Em apelação, Mévio alegou o cerceamento de defesa, no que obteve sucesso, com a anulação do feito a partir do recebimento da denúncia. Da decisão do Tribunal Catarinense extraímos:

"Assim, declara-se a nulidade do processo em relação ao acusado, a partir do recebimento da denúncia, inclusive , a fim de oportunizar a apresentação de defesa preliminar pela defesa do acusado, respeitando-se, o procedimento previsto nos arts. 55 e seguintes da Lei n. 11343/6, prejudicados os mérito do recurso interposto pelo apelante." Ap. Criminal 2010.070687-3.

Entendemos adequada a anulação do feito, contudo discordamos da forma operada pelo Tribunal, eis que a nosso ver, a ordem adequada seria pelo recebimento da peça defensiva, com exceção do rol de testemunhas, em face do princípio da Ordem Processual, dando-se continuidade ao feito a partir de então.

Abraço a todos,


segunda-feira, 2 de junho de 2014

Financiamento mediante fraude e competência.

No início da tarde de hoje recebi inquérito policial iniciado por  notitia criminis na qual uma empresa de financiamento informou a obtenção de um financiamento mediante uso de documentos falsos (fraude).

O inquérito policial foi concluído e então remetido ao fórum da Comarca de Itajaí/SC (Justiça Estadual) e, após, distribuído para a Promotoria de Justiça em que atuo.

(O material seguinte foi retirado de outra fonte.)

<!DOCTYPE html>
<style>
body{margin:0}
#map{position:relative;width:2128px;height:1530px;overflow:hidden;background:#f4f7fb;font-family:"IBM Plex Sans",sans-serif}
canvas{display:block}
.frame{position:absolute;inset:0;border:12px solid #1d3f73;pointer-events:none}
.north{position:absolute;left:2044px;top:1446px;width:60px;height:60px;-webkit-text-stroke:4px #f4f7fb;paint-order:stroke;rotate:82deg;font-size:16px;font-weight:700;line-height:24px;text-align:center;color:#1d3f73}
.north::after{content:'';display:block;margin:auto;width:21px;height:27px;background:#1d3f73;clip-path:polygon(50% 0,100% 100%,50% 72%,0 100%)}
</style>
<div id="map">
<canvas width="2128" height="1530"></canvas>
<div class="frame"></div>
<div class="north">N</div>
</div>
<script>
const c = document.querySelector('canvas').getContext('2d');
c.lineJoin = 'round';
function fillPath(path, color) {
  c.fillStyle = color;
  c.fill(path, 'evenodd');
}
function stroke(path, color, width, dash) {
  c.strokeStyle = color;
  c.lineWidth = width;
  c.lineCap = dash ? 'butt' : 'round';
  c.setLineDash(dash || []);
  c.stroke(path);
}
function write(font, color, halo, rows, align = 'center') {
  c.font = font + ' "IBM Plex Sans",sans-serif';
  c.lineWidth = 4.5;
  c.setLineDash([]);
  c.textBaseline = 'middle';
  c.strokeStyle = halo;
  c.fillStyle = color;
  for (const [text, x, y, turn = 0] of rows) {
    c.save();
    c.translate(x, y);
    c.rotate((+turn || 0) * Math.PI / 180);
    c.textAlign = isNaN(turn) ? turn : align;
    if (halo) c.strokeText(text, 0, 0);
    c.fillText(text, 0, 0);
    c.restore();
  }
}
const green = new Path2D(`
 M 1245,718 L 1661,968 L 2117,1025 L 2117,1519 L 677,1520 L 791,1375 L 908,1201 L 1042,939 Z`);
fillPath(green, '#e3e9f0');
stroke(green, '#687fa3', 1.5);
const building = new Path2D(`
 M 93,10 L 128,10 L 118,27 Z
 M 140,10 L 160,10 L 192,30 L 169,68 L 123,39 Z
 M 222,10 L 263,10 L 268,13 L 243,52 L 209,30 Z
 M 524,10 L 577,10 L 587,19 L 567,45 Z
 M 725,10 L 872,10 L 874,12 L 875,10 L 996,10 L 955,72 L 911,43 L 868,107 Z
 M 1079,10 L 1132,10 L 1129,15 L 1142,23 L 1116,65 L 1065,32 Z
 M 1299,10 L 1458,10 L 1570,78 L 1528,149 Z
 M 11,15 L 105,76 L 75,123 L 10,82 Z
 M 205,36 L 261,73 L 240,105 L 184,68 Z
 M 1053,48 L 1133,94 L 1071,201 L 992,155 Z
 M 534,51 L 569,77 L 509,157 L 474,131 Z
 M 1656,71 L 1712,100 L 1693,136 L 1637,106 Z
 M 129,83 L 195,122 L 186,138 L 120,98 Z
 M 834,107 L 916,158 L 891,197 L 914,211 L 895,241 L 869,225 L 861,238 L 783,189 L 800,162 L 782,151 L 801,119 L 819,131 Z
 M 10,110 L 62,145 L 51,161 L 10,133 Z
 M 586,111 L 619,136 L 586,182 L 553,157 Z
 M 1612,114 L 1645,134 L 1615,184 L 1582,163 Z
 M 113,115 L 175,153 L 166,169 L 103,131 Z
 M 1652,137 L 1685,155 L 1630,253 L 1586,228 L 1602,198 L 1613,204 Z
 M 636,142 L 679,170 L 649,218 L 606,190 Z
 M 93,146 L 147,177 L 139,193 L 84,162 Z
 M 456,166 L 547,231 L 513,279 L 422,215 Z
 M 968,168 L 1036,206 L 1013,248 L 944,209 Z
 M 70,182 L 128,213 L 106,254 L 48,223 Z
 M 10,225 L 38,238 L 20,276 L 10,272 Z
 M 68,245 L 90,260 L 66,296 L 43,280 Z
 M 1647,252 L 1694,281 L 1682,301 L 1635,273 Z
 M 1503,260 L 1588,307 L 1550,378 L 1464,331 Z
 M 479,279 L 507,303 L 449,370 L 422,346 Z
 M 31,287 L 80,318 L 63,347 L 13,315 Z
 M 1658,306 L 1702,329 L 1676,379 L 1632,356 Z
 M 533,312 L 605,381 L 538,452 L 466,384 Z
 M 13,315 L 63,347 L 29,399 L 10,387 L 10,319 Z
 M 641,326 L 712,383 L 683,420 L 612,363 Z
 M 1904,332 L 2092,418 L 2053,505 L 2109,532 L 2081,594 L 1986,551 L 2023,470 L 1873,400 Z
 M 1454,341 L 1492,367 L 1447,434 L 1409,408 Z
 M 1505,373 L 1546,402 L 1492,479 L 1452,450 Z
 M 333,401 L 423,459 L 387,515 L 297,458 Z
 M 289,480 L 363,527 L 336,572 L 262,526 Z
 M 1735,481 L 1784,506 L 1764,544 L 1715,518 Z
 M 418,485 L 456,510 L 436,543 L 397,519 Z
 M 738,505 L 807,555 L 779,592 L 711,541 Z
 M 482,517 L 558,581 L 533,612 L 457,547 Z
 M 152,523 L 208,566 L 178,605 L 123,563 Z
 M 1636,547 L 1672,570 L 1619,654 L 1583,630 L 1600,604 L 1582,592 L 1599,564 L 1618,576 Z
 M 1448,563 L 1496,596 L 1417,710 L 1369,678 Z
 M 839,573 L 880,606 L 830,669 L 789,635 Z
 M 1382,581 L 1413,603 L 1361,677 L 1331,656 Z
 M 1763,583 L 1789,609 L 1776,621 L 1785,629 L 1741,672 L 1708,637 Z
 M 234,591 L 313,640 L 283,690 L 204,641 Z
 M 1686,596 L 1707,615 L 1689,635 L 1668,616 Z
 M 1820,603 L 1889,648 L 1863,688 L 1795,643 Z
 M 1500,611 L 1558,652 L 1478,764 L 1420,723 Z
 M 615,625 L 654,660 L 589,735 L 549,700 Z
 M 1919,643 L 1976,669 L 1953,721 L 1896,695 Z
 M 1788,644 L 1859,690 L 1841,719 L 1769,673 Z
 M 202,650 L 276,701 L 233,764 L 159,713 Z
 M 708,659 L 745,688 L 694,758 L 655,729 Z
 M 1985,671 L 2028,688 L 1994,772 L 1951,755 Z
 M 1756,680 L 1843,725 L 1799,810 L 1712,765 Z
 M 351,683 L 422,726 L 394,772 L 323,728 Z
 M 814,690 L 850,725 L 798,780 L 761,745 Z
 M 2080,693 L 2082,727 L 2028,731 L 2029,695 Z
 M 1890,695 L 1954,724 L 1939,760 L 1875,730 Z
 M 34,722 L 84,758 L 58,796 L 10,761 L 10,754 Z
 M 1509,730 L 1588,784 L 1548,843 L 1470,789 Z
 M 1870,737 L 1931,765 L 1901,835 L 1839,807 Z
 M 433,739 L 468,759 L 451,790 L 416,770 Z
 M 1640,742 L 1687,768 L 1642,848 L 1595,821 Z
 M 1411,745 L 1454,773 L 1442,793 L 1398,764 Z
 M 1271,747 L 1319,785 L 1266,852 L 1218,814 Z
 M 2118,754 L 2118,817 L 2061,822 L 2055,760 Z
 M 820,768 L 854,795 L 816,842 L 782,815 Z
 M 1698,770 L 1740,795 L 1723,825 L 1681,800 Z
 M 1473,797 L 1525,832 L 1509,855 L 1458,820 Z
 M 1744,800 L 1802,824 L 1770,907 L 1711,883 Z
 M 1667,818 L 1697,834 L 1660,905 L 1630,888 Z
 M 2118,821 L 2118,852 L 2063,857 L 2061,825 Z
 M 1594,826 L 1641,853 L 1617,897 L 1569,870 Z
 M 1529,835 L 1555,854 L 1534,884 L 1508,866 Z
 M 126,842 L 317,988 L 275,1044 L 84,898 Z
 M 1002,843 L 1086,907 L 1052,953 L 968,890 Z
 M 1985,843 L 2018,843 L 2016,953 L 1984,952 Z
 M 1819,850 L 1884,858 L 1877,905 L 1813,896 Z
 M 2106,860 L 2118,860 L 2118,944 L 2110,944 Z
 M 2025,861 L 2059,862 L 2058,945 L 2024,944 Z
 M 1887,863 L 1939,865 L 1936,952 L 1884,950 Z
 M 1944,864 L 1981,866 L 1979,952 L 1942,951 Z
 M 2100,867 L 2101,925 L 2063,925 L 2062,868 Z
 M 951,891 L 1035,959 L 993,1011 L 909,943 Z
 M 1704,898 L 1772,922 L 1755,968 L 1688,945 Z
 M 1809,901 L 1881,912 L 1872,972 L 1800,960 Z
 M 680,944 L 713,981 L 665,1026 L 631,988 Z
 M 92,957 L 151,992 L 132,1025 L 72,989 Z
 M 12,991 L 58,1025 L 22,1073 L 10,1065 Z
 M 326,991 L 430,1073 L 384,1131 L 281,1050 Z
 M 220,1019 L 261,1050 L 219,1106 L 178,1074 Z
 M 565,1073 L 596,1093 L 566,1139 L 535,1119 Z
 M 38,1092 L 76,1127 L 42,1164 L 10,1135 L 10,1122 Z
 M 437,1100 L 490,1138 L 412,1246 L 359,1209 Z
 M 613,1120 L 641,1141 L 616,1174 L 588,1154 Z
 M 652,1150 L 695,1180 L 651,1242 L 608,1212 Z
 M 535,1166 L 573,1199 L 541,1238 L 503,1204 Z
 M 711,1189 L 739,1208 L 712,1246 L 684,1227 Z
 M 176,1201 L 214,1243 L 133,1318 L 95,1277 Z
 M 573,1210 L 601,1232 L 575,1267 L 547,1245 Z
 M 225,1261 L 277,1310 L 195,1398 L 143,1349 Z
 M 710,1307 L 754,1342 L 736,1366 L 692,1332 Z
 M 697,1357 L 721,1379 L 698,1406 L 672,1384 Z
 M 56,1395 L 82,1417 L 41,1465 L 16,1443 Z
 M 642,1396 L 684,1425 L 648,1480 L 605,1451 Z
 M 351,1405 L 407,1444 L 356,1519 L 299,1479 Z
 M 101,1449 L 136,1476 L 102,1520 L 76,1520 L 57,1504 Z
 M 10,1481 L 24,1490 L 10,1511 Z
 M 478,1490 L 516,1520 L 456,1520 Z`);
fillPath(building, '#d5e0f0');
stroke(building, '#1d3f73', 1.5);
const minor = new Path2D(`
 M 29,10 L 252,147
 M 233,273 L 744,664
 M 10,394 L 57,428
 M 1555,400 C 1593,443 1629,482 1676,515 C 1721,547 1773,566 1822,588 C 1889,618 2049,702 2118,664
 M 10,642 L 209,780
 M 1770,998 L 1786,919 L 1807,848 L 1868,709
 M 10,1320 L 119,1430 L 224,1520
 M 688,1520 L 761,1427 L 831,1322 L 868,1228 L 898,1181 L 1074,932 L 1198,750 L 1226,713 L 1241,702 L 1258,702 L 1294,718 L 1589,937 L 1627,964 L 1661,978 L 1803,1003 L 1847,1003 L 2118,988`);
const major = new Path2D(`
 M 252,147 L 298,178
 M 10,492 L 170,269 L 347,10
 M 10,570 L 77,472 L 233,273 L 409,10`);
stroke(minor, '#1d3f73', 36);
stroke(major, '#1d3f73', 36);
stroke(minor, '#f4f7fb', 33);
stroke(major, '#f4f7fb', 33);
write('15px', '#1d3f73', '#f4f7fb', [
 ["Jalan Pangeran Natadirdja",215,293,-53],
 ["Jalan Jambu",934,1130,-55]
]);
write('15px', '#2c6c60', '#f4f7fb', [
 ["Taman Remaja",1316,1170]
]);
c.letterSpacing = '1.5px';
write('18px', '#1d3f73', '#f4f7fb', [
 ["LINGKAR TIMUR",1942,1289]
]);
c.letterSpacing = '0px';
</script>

O inquérito policial logrou apurar a autoria do fato narrado pela empresa financeira, contudo, não foi possível, neste momento, o oferecimento da denúncia, não em face da necessidade de novas diligências, mas sim, em virtude da incompetência da Justiça Estadual para processamento e julgamento do feito.

Muito embora o crime se assemelhe ao estelionato com previsão no Código Penal, o fato é que há crime específico, qual seja, aquele com previsão no artigo 19, da Lei 7492/86: "Obter, mediante fraude, financiamento em instituição financeira: Pena - Reclusão, de 2 (dois) a 6 (seis) anos, e multa."

Por sua vez, da mesma Lei, em seu artigo 26, colhe-se: "A ação penal, nos crimes previstos nesta Lei, será promovida pelo Ministério Público Federal, perante a Justiça Federal."

Mas a Constituição não alterou tal competência? A nosso ver a resposta é negativa, o que também entende o STJ:

[...] OBTENÇÃO, MEDIANTE FRAUDE, DE FINANCIAMENTO EM INSTITUIÇÃO FINANCEIRA. CRIME CONTRA O SISTEMA FINANCEIRO NACIONAL. COMPETÊNCIA DA JUSTIÇA FEDERAL. [...] STJ 2001/0239748-0 - julgado em 28/11/2012.

Logo, a competência para o julgamento nos casos de obtenção de financiamento mediante fraude é da Justiça Federal.